Today we’re announcing then the Visual Studio .NET product. We’re going to talk about the .NET framework, which is a built-in component in Visual Studio .NET, which will eventually be integrated into the Windows Server and into the Windows client. Later this year we’ll ship the Windows .NET Server and it will integrate the runtime environment. That same runtime environment will be integrated over time into the Windows client, but it’s a re-distributable that software developers can put out. And as I said earlier, this is the second biggest innovation. We spent over three-quarters of a billion dollars developing Visual Studio .NET.
I got a little long-winded. I’m pretty excited about this stuff, but I know what’s going to make you guys most excited, and so to share with you a little bit of a demonstration of Visual Studio .NET I’d like to invite with me onstage Ari Bixhorn, product manager for the Microsoft Corporation, who will put the product through its paces and hopefully get you as revved up as I am. Please welcome Ari.
(Applause.)
ARI BIXHORN: How are you doing, Steve?
STEVE BALLMER: Good job, baby!
ARI BIXHORN: All right.
How is everyone out there doing? Are you ready to see some demos?
AUDIENCE: Yeah!
ARI BIXHORN: Let’s try that one more time. Are you all ready to see some demos?
AUDIENCE: Yeah! (Cheers.)
ARI BIXHORN: All right!
Well, I’m thrilled to be here today to show you some of the great new features in Visual Studio .NET. In this scenario we’re going to see how easy it is to build a Web service in VS .NET and also how we can consume that Web service into an Office XP solution using the new Office XP Web services toolkit.

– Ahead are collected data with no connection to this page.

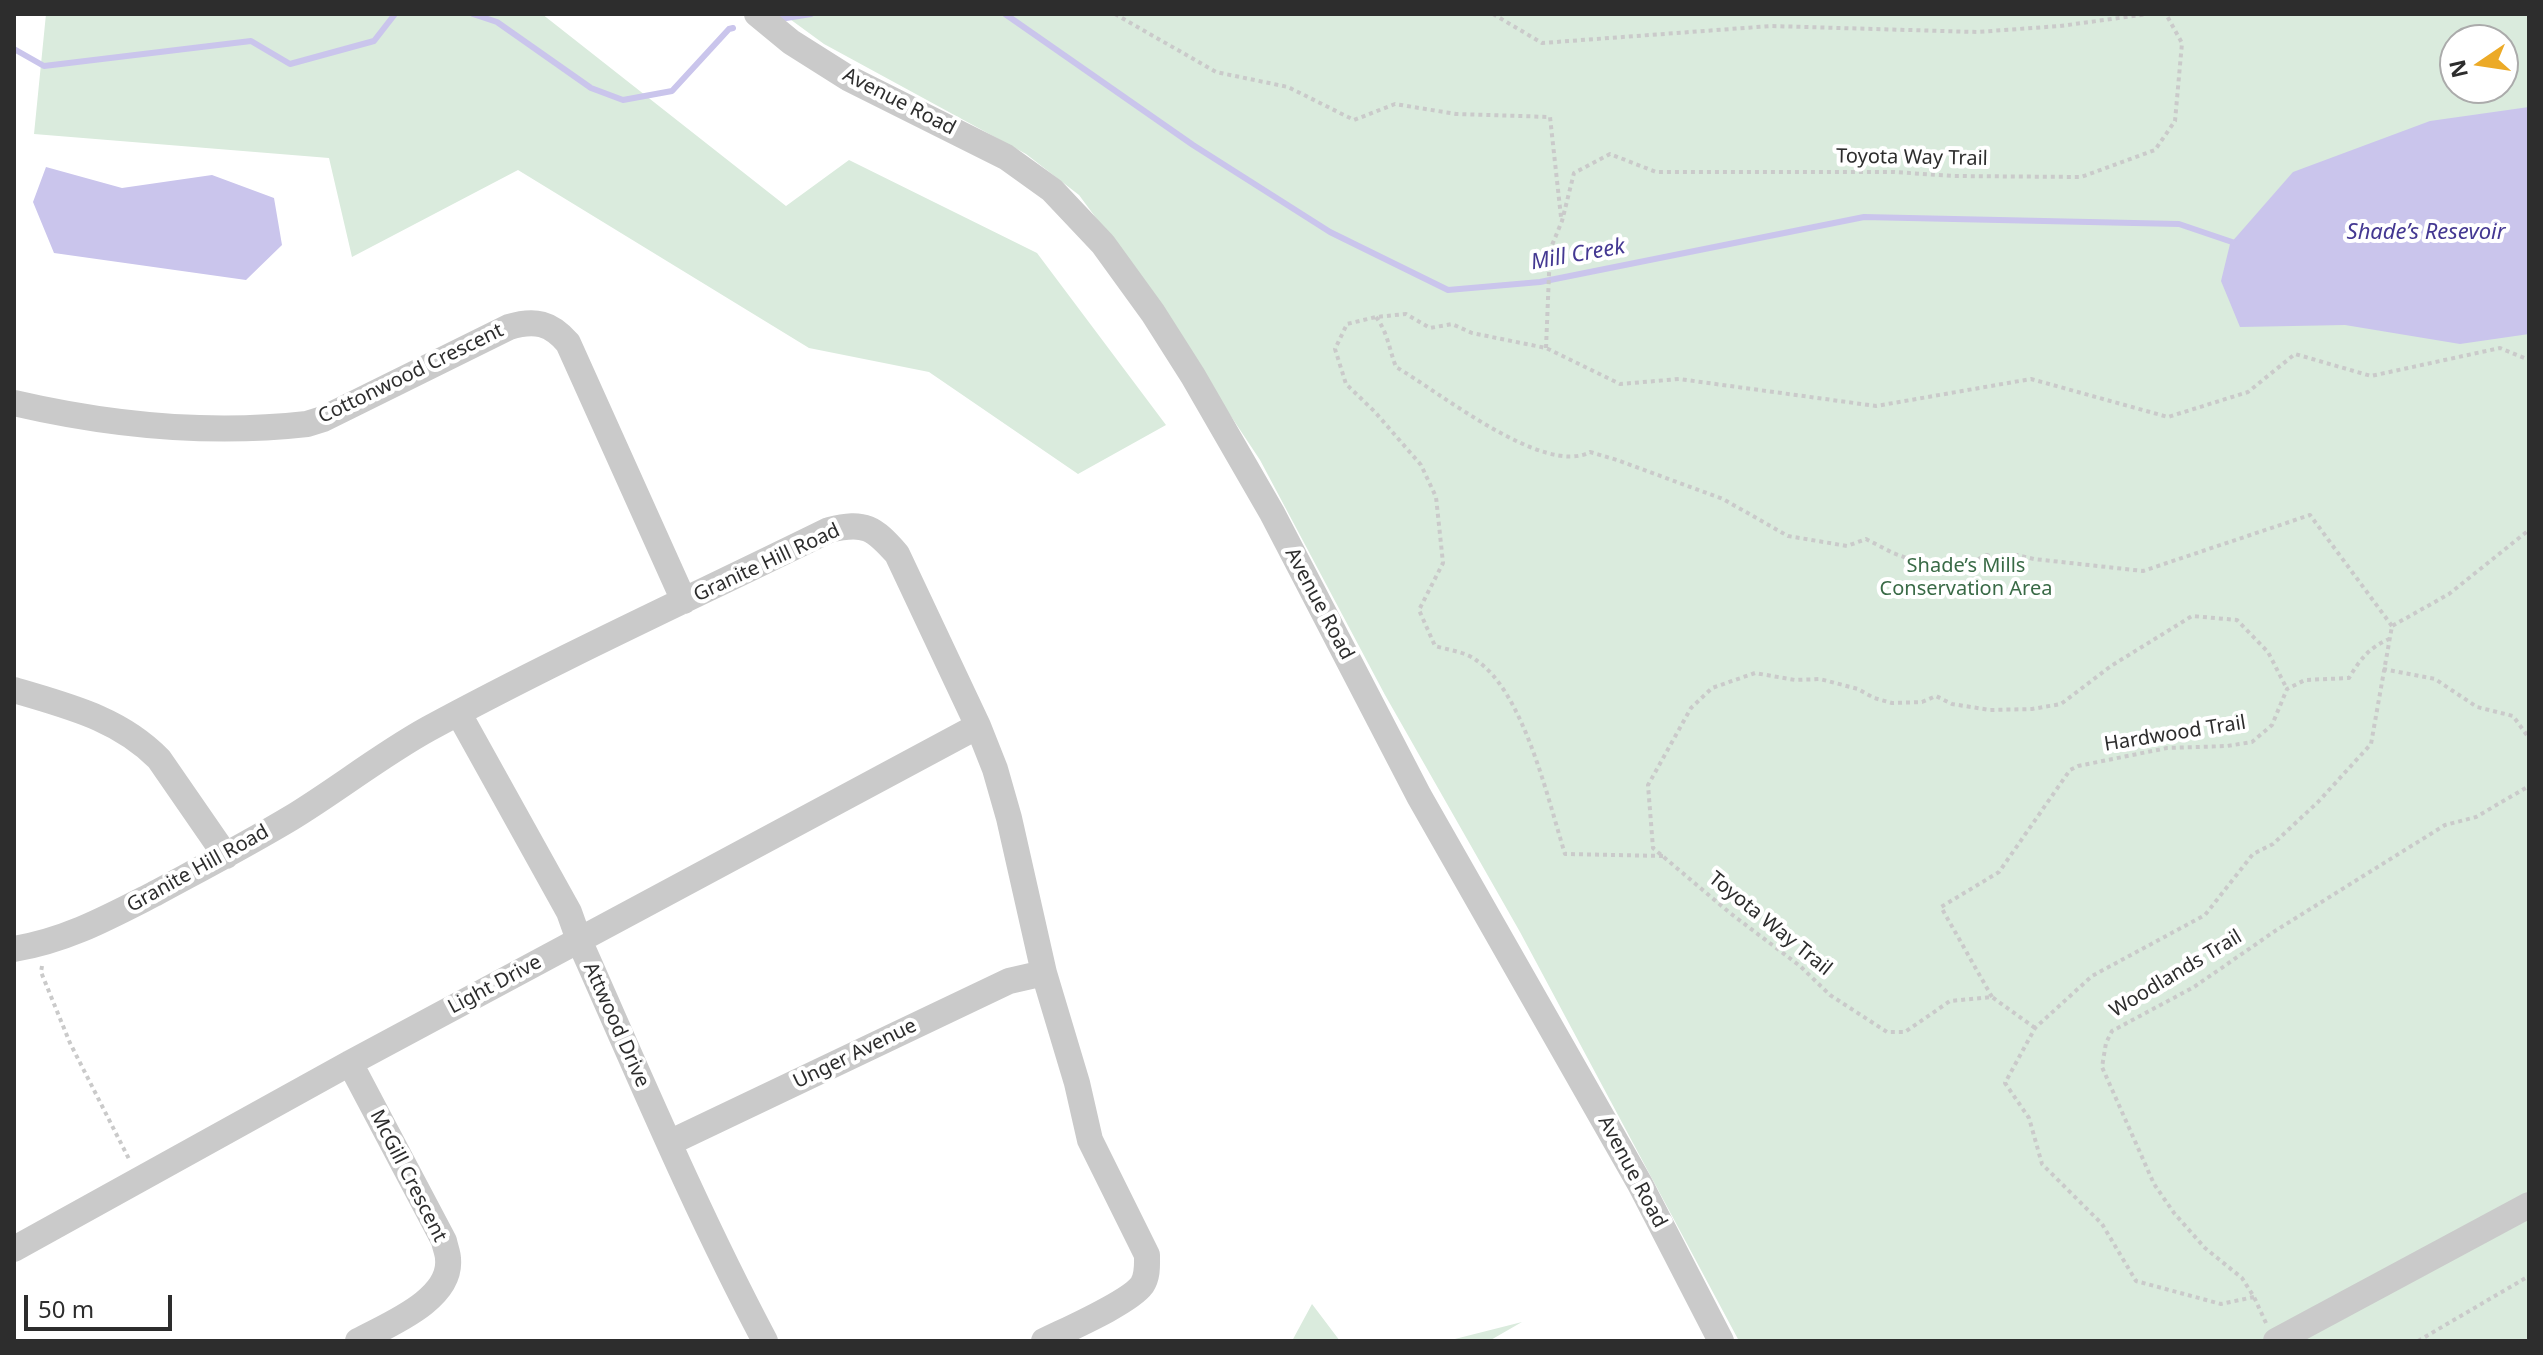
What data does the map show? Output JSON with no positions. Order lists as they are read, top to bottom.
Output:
{
  "streets": {
    "street": [
      "Avenue Road",
      "Cottonwood Crescent",
      "Granite Hill Road",
      "Light Drive",
      "Attwood Drive",
      "Unger Avenue",
      "McGill Crescent"
    ],
    "path": ["Toyota Way Trail", "Hardwood Trail", "Woodlands Trail"]
  },
  "crossings": [
    ["Toyota Way Trail", "Hardwood Trail"],
    ["Cottonwood Crescent", "Granite Hill Road"],
    ["Granite Hill Road", "Light Drive"],
    ["Granite Hill Road", "Attwood Drive"],
    ["Granite Hill Road", "Unger Avenue"],
    ["Light Drive", "Attwood Drive"],
    ["Light Drive", "McGill Crescent"],
    ["Attwood Drive", "Unger Avenue"]
  ],
  "water": ["Shade’s Resevoir", "Mill Creek"],
  "parks": ["Shade’s Mills Conservation Area"],
  "scale_bar": "50 m",
  "north": "left"
}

Now what we see on the screen here is an Excel spreadsheet. In particular, it’s a financial risk analysis application that’s used by Wood Grove Bank. Wood Grove uses this application to determine the risks associated with the numerous financial trades and transactions that they carry out on a daily basis. Now, each one of these trades can represent millions, sometimes hundreds of millions of dollars in bank revenue. So getting that risk analysis back quickly and accurately is of the utmost importance.
STEVE BALLMER: This is actually a prototype based upon some code that we built for one of the largest trading firms in the United States on Wall Street. So it’s not one of our, what shall I say, typically contrived demonstrations. We changed the names to protect the innocent, but it was built as a starting point for a real life trading application on Wall Street.
ARI BIXHORN: And I believe we’ve also got some customers in Europe right now who are adopting this as well.
So the problem that we have with this application as it existed up until today was that we weren’t getting those results back to our spreadsheet quick enough. Because of the complexity of the calculations that go into this and sheer amount of the calculations, it could take a single desktop PC up to an hour to process all of these risk analyses.
So to alleviate this problem, Wood Grove Bank has taken those calculations and they’ve distributed them up to a cluster of highly scalable Windows 2000 servers.
But then, of course, the question arises: How do we get access to those calculations up on the server? And the answer is XML Web services.
Now, building a Web service in Visual Studio .NET is incredibly easy to do. If I wanted to build a Web service from scratch, we’ve got a template that does the vast majority of the work for you.
Now, in this scenario we already have our risk calculation code written, so what we want to do is convert it into a Web service. It only takes one word in Visual Studio .NET to do that. That one word is an attribute called Web Message. And simply by adding that attribute to the beginning of this function now when I rebuilt my application Visual Studio .NET knows to take that calculated risk function and make it available as a Web service.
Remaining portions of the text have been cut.